Your objective: From the records below, count the lines holding the string "bounding". Only the number is wanted.

___

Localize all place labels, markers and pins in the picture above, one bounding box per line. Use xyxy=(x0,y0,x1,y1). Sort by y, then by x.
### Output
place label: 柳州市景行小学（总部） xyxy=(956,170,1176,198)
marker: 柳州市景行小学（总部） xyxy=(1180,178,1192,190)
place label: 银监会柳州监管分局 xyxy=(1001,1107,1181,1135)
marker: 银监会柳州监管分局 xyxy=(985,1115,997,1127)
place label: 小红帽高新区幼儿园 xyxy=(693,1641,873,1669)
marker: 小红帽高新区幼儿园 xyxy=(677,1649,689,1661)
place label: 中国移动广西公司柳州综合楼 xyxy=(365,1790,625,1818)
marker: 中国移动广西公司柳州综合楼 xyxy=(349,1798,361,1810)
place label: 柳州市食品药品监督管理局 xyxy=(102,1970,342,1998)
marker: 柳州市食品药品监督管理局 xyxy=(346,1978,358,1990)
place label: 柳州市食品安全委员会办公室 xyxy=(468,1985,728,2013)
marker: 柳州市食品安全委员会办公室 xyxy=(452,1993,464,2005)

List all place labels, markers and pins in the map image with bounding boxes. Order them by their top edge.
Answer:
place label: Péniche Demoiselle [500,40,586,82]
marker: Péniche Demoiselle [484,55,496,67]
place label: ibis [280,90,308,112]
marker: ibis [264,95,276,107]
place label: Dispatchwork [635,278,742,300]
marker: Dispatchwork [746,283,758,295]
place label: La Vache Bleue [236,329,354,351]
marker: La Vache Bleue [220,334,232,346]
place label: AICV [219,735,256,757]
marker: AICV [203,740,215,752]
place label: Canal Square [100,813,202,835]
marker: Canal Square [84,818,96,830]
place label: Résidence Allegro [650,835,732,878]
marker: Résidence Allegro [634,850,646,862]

___

Response area: 2